======== SUPPLIED RECORDS ========
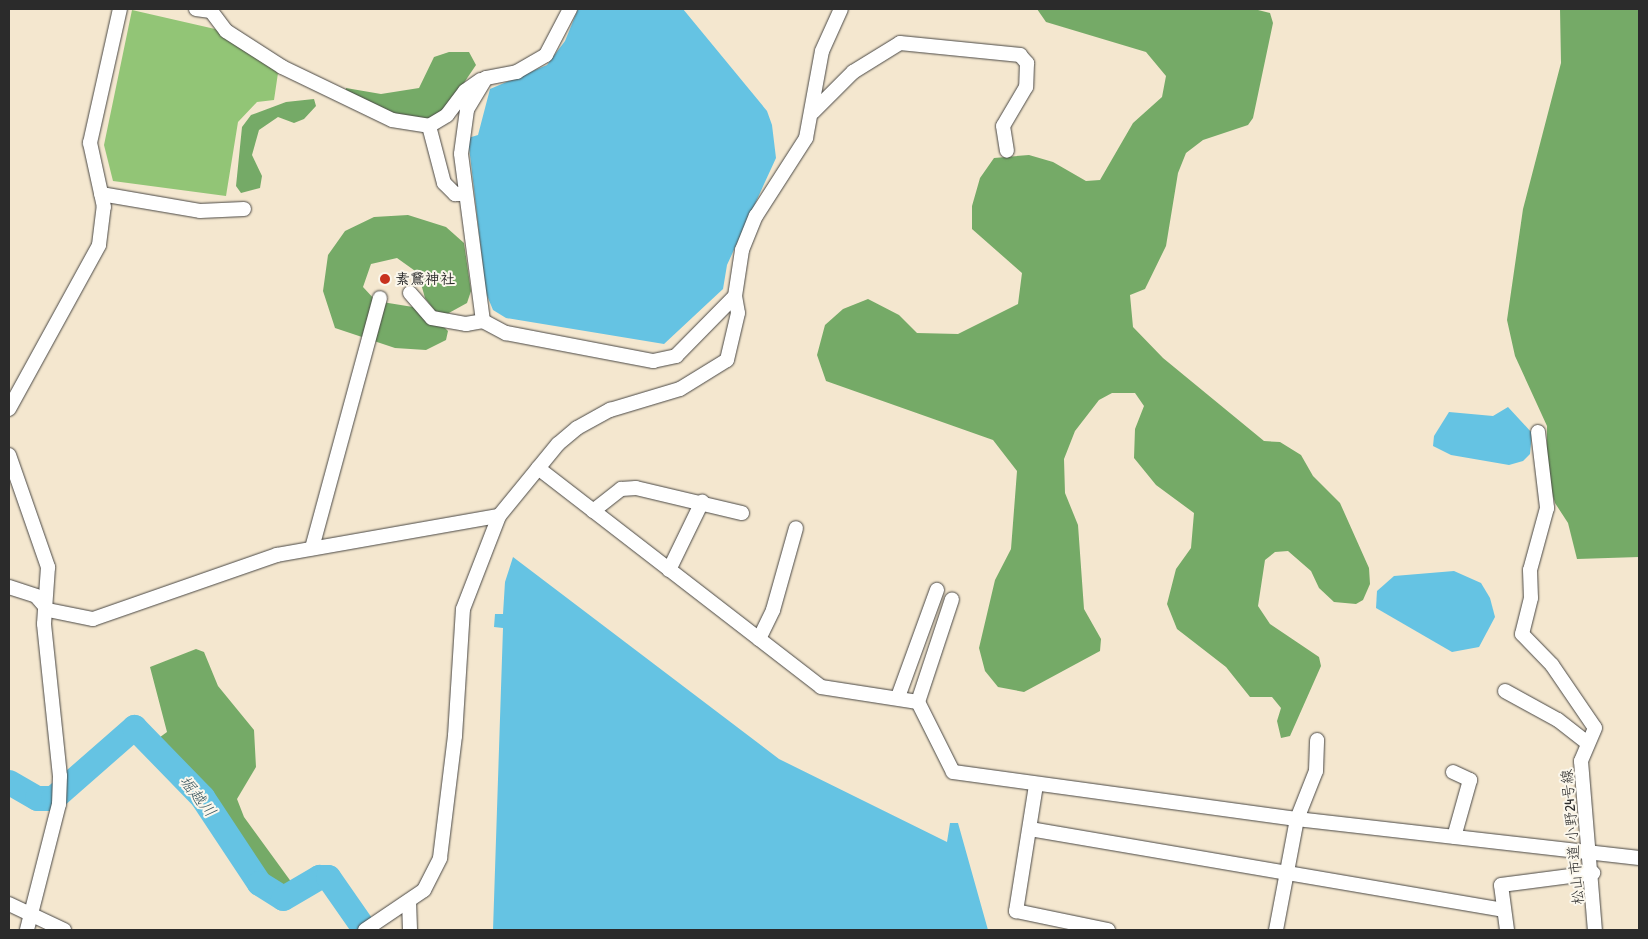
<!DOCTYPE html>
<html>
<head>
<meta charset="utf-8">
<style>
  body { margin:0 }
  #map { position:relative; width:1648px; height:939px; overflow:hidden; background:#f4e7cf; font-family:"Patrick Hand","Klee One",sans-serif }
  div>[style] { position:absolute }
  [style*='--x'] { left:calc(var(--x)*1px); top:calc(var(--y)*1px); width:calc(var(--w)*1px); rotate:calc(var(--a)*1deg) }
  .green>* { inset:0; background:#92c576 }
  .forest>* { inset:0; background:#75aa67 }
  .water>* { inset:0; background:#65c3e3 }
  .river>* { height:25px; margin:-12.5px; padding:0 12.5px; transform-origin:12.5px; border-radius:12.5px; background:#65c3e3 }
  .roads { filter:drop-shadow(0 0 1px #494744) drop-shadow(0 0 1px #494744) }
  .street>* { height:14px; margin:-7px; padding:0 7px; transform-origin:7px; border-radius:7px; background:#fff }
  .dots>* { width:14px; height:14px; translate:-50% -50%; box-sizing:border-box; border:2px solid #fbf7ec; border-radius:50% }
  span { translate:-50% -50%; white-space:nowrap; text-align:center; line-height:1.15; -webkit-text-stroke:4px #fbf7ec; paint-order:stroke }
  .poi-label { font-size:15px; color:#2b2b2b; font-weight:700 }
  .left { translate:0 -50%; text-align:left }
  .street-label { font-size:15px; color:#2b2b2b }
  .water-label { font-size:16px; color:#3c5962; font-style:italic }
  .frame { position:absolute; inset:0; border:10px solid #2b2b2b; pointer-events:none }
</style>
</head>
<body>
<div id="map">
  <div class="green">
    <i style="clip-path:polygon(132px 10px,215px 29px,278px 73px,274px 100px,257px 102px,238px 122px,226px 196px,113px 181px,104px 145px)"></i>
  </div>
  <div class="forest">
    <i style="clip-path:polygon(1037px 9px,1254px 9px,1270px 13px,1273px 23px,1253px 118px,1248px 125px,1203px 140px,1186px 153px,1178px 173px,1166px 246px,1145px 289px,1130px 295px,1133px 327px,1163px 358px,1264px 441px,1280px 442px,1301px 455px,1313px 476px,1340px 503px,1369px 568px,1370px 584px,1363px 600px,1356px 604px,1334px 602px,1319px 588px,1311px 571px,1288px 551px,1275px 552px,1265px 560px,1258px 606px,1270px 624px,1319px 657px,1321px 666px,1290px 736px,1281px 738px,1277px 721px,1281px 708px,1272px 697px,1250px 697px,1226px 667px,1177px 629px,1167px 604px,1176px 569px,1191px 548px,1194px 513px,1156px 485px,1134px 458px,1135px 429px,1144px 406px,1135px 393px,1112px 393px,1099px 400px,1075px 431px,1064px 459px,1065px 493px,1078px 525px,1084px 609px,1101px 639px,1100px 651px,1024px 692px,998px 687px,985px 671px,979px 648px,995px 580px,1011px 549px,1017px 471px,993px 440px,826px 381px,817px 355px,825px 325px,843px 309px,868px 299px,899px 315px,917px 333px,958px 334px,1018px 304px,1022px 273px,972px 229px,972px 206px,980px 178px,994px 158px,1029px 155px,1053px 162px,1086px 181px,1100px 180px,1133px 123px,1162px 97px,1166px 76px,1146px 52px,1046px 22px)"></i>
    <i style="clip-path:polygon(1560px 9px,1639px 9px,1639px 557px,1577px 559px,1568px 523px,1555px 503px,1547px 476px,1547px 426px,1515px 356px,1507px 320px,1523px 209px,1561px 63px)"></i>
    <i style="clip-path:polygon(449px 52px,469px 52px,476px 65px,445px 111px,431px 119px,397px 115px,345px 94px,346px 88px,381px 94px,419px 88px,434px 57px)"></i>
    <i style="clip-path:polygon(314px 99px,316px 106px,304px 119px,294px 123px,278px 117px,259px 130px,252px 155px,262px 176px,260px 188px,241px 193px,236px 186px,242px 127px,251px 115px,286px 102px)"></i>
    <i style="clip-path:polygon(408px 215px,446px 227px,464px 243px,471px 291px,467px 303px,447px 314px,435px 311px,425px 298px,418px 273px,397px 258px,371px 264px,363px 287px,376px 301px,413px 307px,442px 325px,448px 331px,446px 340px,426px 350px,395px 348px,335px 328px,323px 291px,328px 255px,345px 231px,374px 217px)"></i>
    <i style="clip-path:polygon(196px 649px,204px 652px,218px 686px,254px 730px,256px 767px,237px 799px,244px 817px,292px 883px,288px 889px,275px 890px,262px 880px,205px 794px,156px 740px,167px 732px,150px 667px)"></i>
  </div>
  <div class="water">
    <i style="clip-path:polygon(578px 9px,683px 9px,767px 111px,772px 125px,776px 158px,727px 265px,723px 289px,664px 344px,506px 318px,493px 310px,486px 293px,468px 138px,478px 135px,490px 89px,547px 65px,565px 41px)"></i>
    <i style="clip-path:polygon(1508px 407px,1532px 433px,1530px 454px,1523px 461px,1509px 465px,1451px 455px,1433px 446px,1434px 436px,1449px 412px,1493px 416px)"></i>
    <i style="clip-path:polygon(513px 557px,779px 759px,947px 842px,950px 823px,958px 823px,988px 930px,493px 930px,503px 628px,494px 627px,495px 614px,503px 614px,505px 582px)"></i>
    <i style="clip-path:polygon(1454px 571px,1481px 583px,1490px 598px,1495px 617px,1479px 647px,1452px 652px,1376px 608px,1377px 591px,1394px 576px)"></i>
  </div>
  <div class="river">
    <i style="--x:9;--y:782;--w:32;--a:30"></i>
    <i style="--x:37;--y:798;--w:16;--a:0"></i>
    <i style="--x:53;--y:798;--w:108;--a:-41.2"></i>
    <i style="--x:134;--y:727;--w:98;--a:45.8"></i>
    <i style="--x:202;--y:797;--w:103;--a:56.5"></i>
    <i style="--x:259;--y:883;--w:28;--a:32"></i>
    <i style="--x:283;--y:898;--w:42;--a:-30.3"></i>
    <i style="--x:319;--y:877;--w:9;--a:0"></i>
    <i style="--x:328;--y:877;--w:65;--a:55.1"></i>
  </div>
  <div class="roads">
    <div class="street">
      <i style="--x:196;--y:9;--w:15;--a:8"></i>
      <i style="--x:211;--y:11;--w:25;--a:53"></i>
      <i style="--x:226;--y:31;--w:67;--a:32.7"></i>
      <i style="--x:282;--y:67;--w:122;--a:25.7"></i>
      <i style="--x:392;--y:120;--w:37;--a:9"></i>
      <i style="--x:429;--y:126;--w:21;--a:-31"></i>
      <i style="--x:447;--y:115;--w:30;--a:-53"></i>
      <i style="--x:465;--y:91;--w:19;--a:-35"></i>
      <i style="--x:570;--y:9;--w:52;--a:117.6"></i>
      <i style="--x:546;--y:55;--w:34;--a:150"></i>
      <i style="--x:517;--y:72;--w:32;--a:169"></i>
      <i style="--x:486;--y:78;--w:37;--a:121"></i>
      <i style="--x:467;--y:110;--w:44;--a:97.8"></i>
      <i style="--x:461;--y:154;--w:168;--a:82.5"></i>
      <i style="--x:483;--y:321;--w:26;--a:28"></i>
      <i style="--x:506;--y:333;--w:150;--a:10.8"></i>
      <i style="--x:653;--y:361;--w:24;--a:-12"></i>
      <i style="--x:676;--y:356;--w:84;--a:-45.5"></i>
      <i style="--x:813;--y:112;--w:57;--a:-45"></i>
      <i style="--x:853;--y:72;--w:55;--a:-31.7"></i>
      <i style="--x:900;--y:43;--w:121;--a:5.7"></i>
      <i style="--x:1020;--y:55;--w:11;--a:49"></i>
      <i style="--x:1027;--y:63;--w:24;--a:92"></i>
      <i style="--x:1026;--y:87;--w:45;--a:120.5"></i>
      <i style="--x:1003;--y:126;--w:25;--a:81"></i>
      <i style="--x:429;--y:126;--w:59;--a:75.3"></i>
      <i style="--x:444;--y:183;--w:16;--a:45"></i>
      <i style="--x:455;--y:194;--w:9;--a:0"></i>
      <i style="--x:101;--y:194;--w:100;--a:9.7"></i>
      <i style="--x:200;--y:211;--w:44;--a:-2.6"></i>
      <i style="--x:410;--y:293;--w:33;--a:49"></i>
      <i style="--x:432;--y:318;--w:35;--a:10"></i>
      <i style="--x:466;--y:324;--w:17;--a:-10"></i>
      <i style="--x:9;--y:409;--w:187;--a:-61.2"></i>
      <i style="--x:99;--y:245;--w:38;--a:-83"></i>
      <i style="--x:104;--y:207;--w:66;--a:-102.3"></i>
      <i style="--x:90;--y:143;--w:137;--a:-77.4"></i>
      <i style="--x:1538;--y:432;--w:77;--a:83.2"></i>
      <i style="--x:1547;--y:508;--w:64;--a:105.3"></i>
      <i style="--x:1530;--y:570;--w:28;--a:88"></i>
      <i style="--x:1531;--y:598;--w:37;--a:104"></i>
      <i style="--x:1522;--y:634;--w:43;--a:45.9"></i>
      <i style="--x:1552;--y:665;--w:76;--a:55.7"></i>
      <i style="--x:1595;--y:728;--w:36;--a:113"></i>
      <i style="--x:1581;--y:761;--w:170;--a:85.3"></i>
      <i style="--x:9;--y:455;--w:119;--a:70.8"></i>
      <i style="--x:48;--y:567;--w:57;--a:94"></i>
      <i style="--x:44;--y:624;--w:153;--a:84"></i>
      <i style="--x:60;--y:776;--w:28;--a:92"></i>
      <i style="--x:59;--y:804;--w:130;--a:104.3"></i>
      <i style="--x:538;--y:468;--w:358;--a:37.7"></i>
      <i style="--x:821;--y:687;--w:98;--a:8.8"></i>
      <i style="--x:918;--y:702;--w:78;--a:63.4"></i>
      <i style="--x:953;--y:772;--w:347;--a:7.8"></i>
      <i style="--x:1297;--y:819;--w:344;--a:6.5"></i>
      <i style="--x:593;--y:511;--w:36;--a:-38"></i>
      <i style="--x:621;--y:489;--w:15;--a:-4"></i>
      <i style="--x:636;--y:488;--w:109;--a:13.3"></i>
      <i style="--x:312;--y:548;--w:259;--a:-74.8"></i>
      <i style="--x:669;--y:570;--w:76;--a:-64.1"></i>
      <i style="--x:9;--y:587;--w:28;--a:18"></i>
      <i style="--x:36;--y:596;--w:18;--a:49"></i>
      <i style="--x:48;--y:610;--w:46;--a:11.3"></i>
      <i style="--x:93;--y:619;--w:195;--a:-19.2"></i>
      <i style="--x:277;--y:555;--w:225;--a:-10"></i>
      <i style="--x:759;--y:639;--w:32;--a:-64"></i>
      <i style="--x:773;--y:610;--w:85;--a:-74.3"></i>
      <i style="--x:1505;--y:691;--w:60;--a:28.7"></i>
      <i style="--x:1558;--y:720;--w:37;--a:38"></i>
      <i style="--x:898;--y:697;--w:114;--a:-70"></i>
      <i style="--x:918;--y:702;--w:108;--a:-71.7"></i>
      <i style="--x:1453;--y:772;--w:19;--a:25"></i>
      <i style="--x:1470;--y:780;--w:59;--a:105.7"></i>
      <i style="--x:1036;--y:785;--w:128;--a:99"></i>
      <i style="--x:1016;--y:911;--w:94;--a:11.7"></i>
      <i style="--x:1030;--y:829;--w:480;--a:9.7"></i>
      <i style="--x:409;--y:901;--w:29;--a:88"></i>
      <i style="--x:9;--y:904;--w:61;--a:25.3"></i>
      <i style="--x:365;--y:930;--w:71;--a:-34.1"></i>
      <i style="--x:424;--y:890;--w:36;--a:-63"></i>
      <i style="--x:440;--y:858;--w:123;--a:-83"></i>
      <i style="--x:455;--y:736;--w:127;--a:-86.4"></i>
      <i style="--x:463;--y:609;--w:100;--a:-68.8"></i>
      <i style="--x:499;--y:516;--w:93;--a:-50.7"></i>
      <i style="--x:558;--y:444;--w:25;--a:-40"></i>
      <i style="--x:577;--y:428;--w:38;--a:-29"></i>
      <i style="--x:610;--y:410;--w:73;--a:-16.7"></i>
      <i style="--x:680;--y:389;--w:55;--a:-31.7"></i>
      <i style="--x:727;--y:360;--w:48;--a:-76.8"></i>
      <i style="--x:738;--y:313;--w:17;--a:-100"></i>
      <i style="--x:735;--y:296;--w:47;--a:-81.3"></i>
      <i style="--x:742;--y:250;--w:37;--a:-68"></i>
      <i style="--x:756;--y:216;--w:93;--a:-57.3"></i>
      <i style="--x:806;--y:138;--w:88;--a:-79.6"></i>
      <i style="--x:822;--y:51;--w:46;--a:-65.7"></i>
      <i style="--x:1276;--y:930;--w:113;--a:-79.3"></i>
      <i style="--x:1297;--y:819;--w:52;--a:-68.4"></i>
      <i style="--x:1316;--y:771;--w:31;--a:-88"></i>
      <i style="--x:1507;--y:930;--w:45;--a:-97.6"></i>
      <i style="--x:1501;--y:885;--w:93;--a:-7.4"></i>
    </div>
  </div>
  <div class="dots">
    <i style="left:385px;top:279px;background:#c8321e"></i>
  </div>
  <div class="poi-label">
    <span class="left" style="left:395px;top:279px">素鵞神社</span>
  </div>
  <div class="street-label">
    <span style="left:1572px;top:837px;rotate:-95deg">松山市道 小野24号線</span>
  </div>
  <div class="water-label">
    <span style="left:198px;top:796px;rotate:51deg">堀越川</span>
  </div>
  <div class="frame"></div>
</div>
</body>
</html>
========
======== SUPPLIED RECORDS ========
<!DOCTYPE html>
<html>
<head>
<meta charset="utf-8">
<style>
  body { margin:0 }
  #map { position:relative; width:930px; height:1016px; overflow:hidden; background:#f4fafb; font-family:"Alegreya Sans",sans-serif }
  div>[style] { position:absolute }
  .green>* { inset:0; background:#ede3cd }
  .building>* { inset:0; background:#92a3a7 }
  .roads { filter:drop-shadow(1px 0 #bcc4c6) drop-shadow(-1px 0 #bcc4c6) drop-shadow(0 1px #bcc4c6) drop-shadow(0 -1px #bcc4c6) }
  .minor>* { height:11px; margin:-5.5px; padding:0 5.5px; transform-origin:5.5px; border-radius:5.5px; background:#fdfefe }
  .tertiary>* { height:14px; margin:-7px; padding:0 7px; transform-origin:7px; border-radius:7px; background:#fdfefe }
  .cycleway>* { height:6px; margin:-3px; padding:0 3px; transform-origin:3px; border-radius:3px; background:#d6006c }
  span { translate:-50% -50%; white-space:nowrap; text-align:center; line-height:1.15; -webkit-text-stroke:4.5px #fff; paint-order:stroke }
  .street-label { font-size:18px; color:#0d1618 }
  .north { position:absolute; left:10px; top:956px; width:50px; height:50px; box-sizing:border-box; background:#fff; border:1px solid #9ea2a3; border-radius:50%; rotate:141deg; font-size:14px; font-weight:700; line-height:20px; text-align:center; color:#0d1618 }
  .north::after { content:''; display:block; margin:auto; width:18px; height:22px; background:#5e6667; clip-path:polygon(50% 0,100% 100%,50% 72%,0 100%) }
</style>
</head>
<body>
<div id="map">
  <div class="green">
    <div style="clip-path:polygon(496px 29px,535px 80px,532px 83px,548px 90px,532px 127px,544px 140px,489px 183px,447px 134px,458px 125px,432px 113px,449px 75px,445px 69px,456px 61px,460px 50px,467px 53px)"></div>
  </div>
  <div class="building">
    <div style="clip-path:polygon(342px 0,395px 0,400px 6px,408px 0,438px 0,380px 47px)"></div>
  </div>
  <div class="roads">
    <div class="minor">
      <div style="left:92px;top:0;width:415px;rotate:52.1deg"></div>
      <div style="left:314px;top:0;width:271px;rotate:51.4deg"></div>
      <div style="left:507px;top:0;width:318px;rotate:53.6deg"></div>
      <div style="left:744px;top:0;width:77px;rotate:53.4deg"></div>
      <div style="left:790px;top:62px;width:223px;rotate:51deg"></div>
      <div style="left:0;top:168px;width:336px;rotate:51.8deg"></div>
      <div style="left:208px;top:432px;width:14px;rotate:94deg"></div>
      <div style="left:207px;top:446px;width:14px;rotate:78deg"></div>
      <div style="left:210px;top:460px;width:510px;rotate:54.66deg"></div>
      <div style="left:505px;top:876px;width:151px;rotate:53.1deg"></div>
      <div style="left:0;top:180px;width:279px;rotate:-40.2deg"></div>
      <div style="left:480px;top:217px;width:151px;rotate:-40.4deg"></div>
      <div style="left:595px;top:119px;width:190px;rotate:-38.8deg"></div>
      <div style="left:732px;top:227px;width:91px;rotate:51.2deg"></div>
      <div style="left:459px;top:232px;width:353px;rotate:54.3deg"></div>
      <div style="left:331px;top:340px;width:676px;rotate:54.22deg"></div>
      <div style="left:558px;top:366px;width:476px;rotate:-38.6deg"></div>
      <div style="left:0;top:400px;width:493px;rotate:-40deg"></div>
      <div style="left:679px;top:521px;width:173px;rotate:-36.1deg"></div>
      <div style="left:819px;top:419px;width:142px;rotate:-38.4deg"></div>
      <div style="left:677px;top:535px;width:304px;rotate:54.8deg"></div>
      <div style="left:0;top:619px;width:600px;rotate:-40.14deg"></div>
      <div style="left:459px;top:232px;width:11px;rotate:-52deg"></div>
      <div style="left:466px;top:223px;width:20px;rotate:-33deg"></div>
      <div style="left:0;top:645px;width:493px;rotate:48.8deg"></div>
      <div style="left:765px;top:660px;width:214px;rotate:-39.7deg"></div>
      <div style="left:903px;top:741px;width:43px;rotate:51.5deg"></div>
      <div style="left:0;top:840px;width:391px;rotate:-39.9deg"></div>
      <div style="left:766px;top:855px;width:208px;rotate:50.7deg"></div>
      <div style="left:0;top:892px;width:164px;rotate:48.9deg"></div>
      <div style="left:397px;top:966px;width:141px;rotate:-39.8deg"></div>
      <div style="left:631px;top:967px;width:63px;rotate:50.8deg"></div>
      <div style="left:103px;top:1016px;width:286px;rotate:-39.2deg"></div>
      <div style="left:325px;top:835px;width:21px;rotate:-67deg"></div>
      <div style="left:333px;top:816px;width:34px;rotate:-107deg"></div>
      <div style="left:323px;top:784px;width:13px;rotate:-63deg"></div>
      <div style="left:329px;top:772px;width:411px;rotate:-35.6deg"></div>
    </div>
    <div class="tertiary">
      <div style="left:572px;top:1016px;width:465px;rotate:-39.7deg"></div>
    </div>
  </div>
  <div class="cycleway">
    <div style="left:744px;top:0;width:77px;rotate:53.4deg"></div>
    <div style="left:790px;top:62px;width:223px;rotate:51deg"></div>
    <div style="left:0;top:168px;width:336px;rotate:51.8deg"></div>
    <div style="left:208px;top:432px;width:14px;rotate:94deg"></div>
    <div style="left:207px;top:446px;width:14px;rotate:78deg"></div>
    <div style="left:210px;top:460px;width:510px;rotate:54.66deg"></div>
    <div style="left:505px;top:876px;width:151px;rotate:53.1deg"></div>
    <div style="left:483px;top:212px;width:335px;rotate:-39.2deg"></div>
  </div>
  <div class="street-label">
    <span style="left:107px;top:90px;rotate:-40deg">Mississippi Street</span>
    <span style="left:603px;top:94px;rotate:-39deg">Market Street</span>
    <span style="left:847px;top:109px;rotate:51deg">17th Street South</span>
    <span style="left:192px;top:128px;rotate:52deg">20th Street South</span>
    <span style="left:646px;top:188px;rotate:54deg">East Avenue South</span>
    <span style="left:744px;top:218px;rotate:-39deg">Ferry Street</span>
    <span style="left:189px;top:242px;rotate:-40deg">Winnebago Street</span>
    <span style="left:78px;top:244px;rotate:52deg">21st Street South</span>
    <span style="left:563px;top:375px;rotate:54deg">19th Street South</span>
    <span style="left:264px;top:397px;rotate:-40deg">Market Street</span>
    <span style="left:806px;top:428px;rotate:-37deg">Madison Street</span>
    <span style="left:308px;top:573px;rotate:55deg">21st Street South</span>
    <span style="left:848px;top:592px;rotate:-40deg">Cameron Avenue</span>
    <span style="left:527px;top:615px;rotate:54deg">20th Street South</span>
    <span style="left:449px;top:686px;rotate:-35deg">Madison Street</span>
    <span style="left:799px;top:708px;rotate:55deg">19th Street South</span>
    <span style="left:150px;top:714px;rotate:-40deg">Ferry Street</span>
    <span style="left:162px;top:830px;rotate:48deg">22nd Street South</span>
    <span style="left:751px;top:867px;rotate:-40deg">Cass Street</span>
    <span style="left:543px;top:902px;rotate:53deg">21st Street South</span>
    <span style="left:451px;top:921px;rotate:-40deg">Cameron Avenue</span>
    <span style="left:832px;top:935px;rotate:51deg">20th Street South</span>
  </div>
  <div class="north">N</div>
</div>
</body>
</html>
========
WORK ORDER => Every line of the entries above that includes "Madison" should be copied.

ANSWER SECTION =>
    <span style="left:806px;top:428px;rotate:-37deg">Madison Street</span>
    <span style="left:449px;top:686px;rotate:-35deg">Madison Street</span>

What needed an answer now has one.